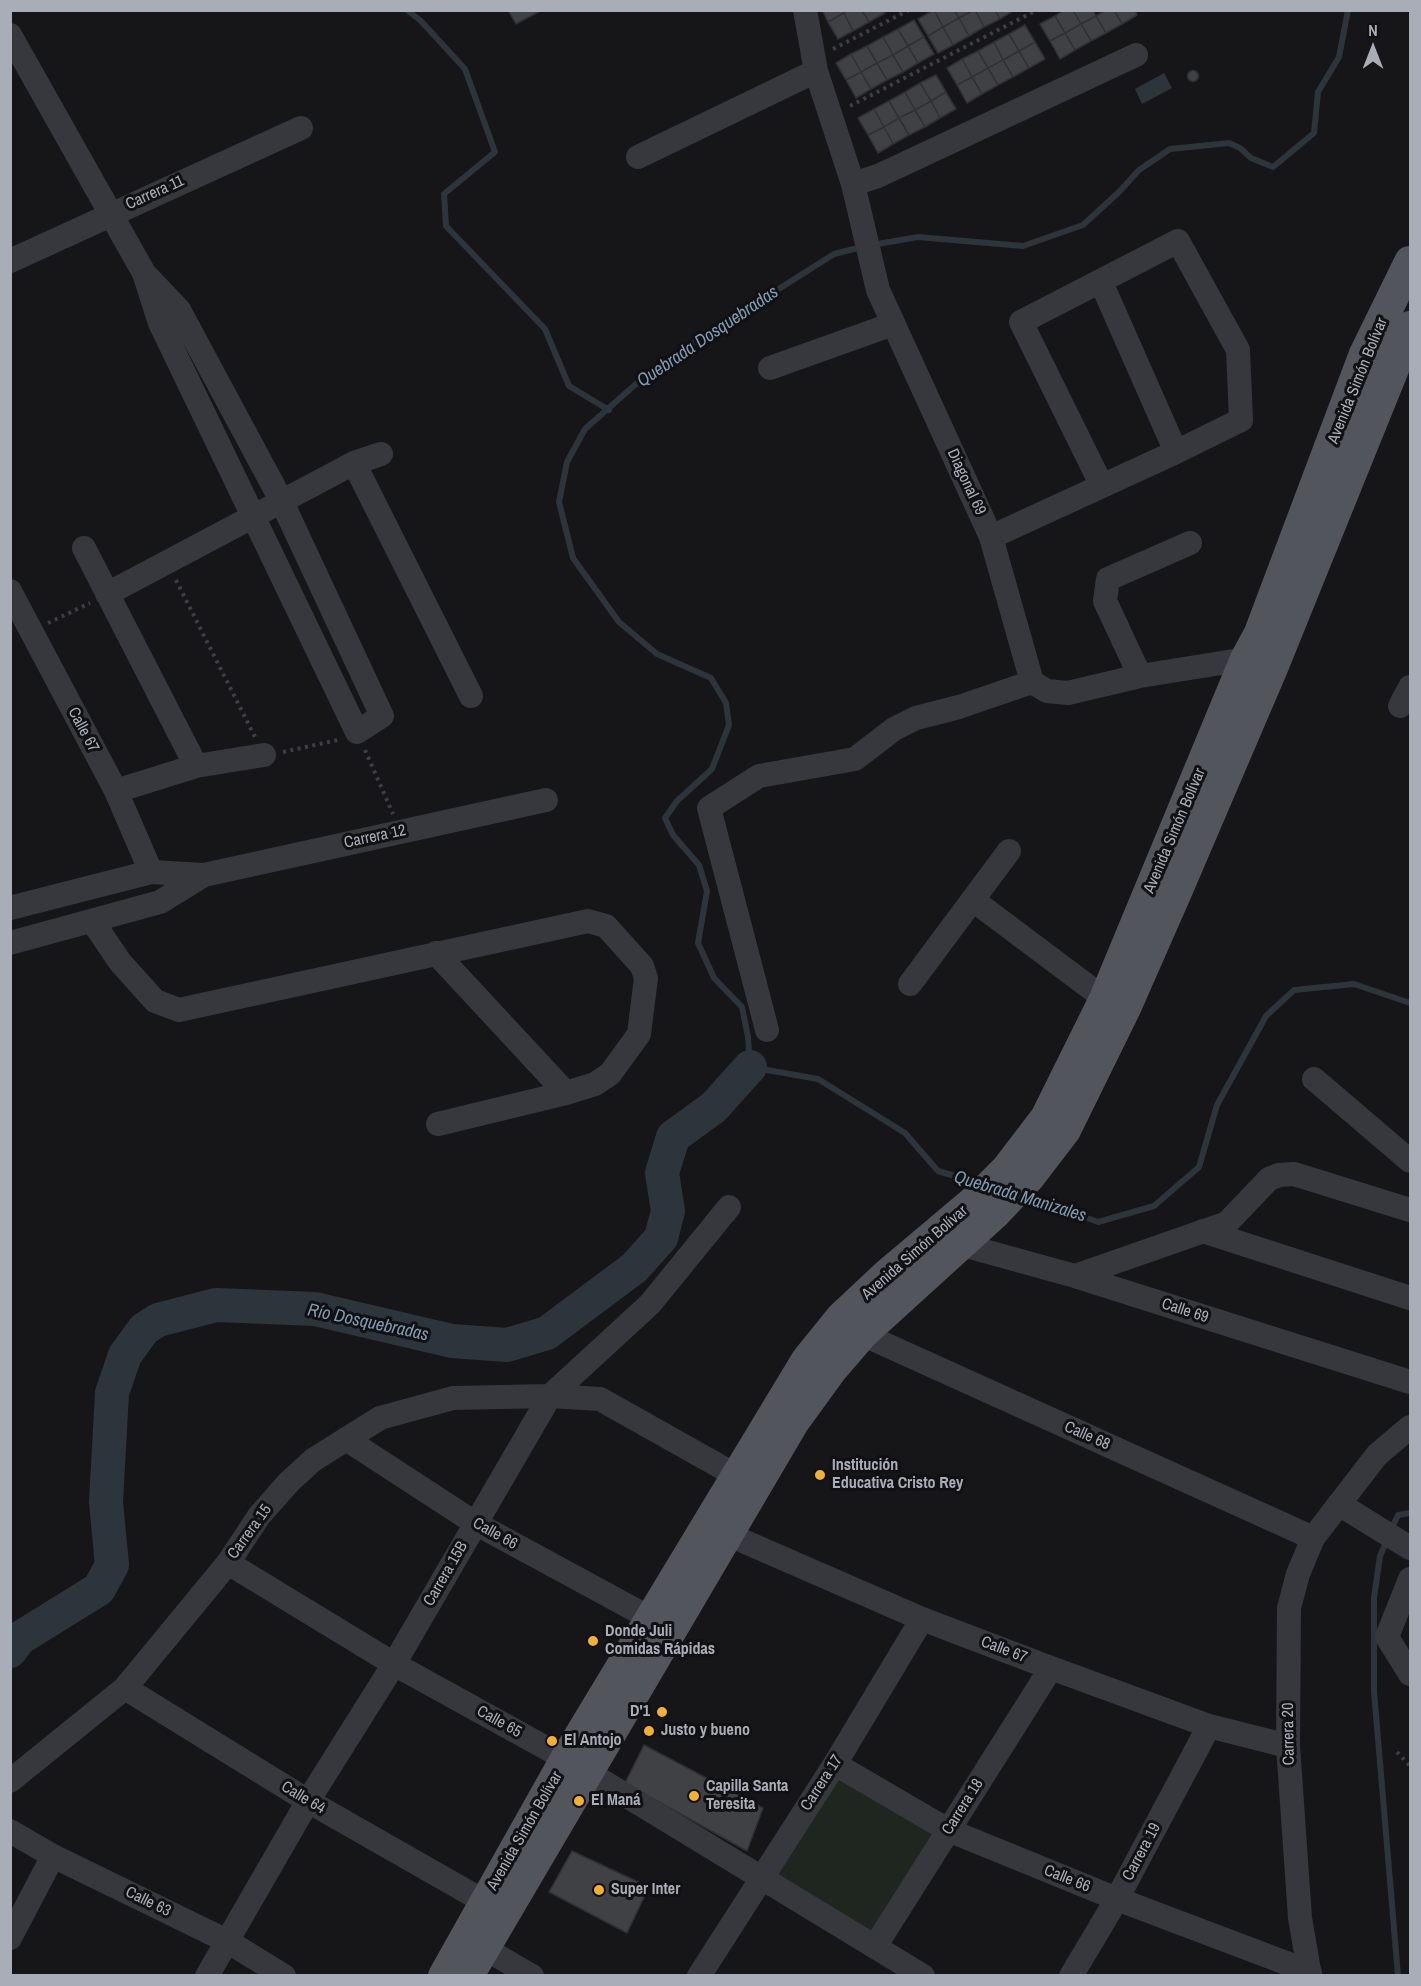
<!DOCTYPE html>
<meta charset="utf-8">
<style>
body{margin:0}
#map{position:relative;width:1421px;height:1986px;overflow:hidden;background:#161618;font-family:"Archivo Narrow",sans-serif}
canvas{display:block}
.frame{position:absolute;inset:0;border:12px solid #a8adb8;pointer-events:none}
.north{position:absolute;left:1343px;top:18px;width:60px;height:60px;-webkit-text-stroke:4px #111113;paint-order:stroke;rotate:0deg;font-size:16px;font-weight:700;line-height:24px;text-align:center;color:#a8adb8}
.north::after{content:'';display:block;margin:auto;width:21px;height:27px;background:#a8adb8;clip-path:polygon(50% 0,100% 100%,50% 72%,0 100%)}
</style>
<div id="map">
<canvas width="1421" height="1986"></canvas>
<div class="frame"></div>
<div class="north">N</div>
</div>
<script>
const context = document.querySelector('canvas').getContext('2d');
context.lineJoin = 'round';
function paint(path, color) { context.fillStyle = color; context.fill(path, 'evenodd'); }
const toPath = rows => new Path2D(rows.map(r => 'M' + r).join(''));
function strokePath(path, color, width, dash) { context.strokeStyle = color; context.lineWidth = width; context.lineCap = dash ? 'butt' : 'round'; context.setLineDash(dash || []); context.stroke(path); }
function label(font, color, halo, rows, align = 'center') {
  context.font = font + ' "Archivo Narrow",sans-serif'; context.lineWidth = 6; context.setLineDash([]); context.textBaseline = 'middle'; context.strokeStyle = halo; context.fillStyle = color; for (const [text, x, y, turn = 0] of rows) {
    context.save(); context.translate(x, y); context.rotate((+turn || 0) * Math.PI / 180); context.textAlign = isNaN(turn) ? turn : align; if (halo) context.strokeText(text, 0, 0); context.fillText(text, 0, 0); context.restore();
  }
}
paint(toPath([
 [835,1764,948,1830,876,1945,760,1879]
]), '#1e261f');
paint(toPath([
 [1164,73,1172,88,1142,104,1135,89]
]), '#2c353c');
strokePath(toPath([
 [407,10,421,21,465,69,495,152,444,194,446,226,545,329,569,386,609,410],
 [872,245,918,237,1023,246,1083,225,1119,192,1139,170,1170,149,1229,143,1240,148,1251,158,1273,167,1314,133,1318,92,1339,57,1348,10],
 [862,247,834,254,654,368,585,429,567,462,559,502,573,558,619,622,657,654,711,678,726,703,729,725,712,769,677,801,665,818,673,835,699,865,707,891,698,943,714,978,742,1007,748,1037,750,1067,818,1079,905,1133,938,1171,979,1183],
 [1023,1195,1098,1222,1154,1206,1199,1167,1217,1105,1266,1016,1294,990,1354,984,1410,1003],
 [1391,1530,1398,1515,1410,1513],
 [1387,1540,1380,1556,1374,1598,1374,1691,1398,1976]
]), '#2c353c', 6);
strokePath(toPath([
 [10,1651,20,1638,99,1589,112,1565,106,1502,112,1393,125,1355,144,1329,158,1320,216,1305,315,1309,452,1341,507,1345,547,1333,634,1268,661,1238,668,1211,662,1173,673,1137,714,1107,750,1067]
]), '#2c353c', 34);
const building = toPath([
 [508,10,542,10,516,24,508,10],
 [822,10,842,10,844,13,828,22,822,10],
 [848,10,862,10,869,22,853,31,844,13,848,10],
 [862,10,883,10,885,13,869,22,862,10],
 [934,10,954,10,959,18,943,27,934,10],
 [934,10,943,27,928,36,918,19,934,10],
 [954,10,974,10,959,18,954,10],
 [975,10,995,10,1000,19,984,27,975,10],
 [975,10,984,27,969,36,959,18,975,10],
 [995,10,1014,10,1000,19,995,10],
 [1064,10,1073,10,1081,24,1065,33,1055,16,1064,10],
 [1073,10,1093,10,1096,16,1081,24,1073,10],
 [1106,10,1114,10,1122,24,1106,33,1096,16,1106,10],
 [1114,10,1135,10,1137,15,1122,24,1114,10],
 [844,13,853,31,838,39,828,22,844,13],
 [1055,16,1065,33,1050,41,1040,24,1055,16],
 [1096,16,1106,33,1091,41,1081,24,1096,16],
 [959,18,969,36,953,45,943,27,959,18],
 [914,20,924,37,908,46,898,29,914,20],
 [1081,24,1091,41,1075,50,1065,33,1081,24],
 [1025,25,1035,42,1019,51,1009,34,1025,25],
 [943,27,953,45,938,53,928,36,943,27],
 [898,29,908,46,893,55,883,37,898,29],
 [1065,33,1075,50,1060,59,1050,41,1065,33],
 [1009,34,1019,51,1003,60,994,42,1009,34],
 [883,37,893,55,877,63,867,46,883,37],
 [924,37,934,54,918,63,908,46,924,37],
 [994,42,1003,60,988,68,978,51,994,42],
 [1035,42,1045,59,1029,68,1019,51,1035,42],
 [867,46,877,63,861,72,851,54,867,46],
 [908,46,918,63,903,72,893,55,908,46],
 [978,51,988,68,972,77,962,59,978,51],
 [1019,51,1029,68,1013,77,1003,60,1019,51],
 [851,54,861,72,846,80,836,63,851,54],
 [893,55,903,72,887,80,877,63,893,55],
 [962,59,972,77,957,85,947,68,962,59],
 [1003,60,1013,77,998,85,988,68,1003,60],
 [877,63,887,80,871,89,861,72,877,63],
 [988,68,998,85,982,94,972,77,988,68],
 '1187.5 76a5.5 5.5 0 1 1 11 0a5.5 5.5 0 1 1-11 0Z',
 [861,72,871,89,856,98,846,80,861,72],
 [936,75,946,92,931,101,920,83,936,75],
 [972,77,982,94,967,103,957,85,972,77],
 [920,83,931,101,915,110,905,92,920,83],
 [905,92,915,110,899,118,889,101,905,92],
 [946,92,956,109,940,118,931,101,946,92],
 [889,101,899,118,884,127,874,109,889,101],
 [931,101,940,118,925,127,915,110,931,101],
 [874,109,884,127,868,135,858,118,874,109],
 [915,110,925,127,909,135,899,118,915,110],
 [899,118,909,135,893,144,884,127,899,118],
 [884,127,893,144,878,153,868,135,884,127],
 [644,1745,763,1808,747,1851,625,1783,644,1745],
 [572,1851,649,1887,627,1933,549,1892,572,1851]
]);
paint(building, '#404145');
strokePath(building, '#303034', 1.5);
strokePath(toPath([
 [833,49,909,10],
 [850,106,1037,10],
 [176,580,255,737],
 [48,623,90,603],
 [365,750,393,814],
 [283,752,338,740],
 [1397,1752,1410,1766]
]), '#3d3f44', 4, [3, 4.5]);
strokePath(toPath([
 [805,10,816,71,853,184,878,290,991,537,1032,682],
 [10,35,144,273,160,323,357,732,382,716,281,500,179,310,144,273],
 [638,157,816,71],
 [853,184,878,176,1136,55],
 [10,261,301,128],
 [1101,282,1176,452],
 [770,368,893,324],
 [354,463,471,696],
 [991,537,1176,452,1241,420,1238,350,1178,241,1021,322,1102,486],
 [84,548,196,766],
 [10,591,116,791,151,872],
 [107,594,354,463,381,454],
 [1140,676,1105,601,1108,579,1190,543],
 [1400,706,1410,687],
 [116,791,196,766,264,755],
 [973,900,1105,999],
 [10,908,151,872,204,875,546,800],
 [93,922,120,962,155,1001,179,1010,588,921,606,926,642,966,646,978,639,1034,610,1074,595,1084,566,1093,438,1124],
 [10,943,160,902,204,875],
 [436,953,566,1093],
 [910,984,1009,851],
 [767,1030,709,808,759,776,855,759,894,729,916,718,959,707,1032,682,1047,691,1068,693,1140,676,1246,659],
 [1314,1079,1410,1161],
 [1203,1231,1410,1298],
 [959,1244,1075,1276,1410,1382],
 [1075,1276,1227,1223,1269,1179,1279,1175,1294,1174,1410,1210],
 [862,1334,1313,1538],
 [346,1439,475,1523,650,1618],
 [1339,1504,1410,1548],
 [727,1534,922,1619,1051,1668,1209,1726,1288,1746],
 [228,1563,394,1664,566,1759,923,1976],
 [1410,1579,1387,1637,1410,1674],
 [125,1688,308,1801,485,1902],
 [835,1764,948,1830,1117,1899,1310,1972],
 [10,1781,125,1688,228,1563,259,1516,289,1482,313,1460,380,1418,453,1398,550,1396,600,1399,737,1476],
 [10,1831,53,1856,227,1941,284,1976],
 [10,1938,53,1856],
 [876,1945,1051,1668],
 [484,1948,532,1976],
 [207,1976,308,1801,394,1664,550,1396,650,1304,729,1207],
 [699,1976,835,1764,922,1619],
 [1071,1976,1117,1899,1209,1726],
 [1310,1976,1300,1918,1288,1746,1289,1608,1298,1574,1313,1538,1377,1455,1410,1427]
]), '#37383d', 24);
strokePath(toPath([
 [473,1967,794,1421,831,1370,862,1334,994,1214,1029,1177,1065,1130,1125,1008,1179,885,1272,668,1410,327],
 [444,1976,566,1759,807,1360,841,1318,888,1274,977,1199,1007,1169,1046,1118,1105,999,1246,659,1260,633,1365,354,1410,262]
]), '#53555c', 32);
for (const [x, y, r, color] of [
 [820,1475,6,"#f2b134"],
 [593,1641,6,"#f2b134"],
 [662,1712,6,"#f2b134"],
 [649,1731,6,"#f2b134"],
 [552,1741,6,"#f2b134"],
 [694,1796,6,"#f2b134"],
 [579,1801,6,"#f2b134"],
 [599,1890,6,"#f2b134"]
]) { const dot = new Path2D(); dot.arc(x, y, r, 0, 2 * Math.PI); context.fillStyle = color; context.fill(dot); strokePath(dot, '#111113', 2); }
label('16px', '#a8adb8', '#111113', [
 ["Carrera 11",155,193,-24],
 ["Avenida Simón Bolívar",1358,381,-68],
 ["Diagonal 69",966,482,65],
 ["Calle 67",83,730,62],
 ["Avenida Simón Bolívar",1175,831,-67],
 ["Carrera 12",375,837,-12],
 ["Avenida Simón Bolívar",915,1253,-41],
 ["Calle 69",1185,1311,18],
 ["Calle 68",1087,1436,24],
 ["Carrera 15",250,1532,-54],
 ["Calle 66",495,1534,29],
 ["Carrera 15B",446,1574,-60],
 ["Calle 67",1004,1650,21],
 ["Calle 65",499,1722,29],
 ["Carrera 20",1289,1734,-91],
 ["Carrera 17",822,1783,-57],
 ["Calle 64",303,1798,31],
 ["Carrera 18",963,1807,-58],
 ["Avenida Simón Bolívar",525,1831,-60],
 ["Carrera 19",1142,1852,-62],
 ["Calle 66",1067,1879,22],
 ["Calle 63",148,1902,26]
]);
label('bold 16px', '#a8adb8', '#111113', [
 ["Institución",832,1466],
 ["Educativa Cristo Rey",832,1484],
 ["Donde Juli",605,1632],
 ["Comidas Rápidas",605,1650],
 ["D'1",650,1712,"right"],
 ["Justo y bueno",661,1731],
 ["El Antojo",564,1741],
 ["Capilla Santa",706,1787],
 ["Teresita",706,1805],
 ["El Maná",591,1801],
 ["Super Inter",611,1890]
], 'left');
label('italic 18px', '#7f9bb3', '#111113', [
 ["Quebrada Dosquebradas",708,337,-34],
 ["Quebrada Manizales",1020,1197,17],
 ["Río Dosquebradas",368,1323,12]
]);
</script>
● ● ●
[WHAT THE EXERCISE ASKS] When you have gone through the records above, say how many lines include the word "turn", and write nothing besides that number.

[TASK OUTPUT] 2